As US-Iranian tensions rise in the wake of Iranian General Qasem Soleimani’s death and a series of Washington sanctions targeting Tehran, the US Citizenship and Immigration Services (USCIS) of the DHS revealed that Iranians will no longer be eligible for E-1 and E-2 nonimmigrant visas, and those already in the US under such authorizations must leave upon their expiry dates.

“E-1 and E-2 nonimmigrant visa classifications allow an alien of a treaty country to be admitted to the United States for the purposes of engaging in international trade or investing a substantial amount of capital into a US business,” the USCIS explained in its January 23 news alert.

The DHS document referenced in the alert attributes the move to the termination of the 1955 Treaty of Amity, Economic Relations and Consular Rights between Iran and the US on October 3, 2018.

The UN’s International Court of Justice ruled in October 2018 that Washington had violated the Treaty of Amity when it reimposed sanctions on Tehran in May 2018, shortly after withdrawing from the Joint Comprehensive Plan of Action nuclear deal.
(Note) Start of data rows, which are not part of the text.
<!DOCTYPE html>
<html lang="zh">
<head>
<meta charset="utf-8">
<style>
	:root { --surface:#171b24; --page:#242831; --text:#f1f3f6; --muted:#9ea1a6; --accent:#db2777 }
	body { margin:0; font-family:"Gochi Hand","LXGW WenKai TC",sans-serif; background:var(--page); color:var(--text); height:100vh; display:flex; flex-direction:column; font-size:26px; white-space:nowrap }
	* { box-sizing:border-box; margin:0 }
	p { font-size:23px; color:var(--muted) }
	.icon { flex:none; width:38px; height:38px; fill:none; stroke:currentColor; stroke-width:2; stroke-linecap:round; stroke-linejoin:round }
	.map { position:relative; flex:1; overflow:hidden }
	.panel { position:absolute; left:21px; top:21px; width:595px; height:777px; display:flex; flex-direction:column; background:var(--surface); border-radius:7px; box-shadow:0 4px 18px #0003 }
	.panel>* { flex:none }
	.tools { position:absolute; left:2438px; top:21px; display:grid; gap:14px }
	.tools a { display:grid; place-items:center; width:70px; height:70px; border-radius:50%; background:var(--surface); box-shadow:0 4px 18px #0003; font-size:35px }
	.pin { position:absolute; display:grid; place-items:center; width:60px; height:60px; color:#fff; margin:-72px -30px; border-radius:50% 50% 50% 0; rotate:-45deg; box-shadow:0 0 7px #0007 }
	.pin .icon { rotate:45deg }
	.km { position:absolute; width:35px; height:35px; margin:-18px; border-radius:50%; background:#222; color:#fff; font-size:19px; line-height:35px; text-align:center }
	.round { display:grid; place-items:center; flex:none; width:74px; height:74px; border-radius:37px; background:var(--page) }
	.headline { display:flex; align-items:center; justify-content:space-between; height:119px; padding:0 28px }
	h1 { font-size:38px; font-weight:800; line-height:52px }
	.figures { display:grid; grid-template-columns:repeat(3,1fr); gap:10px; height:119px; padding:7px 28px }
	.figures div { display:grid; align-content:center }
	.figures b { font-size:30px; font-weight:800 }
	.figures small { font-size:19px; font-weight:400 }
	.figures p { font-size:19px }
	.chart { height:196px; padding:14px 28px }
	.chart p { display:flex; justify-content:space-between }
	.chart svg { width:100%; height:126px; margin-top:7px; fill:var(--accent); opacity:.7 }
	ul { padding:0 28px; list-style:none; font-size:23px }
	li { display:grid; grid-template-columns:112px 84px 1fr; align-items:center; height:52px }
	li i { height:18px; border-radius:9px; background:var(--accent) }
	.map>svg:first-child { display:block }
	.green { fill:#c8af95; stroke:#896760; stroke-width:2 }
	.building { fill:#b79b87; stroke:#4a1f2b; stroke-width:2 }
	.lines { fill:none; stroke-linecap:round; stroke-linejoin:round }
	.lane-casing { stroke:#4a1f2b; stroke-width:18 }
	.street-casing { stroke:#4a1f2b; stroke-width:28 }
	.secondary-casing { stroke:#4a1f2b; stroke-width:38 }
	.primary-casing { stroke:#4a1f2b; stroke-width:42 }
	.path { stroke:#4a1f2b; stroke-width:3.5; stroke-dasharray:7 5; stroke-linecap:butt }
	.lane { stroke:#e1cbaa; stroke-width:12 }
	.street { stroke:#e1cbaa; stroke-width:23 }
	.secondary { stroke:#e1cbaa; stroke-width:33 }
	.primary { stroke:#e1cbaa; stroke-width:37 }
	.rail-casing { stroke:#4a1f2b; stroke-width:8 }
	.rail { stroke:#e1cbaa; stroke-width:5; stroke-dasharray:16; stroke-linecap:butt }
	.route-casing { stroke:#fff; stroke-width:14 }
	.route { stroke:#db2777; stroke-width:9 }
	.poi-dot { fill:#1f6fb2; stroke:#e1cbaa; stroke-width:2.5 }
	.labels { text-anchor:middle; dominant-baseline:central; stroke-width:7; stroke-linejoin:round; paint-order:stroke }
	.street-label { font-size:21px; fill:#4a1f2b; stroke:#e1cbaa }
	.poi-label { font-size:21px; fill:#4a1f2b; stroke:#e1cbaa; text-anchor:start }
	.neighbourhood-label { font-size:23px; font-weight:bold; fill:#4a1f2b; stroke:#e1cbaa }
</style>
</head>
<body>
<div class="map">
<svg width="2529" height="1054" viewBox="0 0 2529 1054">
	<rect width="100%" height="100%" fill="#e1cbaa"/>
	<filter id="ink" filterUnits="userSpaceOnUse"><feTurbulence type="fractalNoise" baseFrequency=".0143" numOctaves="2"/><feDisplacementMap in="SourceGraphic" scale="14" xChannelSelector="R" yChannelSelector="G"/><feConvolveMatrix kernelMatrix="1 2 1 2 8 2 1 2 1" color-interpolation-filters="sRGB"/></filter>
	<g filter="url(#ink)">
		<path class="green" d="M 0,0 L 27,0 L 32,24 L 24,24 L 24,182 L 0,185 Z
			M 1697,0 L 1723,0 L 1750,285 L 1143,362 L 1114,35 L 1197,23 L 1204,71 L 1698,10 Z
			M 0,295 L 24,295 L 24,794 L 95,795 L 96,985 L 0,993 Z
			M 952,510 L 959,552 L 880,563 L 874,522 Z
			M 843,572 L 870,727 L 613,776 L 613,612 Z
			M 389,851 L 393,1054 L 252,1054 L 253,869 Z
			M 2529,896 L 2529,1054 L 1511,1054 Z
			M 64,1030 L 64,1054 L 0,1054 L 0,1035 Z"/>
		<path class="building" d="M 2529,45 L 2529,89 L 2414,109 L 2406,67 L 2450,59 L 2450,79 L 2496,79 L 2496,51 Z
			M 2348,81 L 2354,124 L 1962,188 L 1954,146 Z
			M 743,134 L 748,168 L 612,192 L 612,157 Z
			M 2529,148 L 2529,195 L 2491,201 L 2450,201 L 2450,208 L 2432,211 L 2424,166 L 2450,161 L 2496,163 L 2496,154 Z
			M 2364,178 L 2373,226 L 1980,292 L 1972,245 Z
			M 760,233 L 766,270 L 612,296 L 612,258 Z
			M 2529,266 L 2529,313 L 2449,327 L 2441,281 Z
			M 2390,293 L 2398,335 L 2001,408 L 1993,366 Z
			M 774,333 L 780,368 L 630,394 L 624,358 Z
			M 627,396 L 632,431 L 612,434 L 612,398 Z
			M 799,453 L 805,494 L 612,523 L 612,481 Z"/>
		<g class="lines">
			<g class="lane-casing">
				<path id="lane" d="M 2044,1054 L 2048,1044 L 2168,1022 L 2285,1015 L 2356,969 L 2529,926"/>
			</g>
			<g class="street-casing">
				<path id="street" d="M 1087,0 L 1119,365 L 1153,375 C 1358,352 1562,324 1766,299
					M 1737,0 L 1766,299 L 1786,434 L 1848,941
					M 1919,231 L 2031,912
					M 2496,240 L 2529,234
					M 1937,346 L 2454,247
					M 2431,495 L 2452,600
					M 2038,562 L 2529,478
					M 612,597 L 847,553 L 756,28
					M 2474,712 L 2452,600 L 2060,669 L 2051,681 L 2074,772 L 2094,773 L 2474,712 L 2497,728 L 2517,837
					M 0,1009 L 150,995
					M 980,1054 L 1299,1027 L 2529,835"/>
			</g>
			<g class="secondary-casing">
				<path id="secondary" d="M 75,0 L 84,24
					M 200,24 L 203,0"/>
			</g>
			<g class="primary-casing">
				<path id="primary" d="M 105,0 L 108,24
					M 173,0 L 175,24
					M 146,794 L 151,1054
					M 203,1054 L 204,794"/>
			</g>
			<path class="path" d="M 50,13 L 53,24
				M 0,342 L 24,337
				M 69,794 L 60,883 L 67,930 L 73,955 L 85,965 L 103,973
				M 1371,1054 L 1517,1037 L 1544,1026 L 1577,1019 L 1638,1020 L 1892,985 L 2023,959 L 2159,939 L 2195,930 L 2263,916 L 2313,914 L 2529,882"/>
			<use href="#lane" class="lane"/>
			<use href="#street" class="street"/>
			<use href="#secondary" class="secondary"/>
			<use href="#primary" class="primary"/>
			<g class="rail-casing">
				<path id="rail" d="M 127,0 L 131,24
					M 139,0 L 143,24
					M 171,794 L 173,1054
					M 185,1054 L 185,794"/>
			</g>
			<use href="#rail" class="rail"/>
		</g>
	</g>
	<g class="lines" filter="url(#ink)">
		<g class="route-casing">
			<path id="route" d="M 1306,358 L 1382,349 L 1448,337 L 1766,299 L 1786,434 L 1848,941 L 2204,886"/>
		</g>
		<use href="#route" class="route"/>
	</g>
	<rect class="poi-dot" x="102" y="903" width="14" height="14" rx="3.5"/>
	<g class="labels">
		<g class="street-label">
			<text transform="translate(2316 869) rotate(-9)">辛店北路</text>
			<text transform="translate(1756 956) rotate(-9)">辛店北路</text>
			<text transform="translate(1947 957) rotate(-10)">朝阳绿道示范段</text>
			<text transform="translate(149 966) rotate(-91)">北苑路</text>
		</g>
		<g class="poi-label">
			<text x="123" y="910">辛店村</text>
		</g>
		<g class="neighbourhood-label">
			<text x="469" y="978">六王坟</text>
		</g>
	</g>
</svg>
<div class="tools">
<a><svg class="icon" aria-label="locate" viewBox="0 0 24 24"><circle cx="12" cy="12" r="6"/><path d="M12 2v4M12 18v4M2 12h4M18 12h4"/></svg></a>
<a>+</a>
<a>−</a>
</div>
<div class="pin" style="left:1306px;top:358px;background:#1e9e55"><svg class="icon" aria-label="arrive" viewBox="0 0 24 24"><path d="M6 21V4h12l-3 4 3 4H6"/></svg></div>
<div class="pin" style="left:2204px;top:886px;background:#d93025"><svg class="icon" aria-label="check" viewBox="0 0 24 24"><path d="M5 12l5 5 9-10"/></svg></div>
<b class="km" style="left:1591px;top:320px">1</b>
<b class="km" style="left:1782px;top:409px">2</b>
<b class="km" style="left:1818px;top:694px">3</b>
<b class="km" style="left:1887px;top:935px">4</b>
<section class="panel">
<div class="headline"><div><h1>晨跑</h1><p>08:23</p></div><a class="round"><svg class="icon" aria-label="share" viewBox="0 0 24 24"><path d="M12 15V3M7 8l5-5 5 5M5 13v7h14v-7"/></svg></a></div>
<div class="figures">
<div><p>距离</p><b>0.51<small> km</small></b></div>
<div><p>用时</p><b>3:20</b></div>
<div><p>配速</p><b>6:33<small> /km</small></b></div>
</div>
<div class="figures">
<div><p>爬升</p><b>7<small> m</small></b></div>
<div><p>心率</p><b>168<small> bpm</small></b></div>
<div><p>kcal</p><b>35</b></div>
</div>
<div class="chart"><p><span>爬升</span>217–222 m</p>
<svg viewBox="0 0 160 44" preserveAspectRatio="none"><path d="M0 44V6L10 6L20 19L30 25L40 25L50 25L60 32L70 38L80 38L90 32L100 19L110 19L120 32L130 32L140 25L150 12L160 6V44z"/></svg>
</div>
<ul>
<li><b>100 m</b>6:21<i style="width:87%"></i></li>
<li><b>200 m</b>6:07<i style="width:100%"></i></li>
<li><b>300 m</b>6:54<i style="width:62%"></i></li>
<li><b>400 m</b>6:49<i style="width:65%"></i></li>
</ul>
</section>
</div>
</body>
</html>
Shortly after Iran’s victory in court, US Secretary of State Mike Pompeo announced that the US would be terminating the 1955 agreement and proceeded to accuse Iran of consistently violating the treaty over the past several decades.

While the visa decision has been in the making since October 2018, it comes alongside US President Donald Trump’s proclamation this week that the US would be expanding its travel ban.

"Our country has to be safe, so we have a very strong travel ban and we'll be adding a few countries to it,” he said Wednesday during a press conference while in Davos, Switzerland for the World Economic Forum.

According to a recent report from the Wall Street Journal, the Trump administration is planning to add a total of seven countries to the travel ban list, including Belarus, Eritrea, Kyrgyzstan, Myanmar, Nigeria, Sudan and Tanzania. The outlet noted that not all countries listed will be subject to the same restrictions, as some bans will only apply to certain visas.

Iran, Libya, North Korea, Somalia, Syria, Venezuela and Yemen are the current subjects of Trump’s travel ban.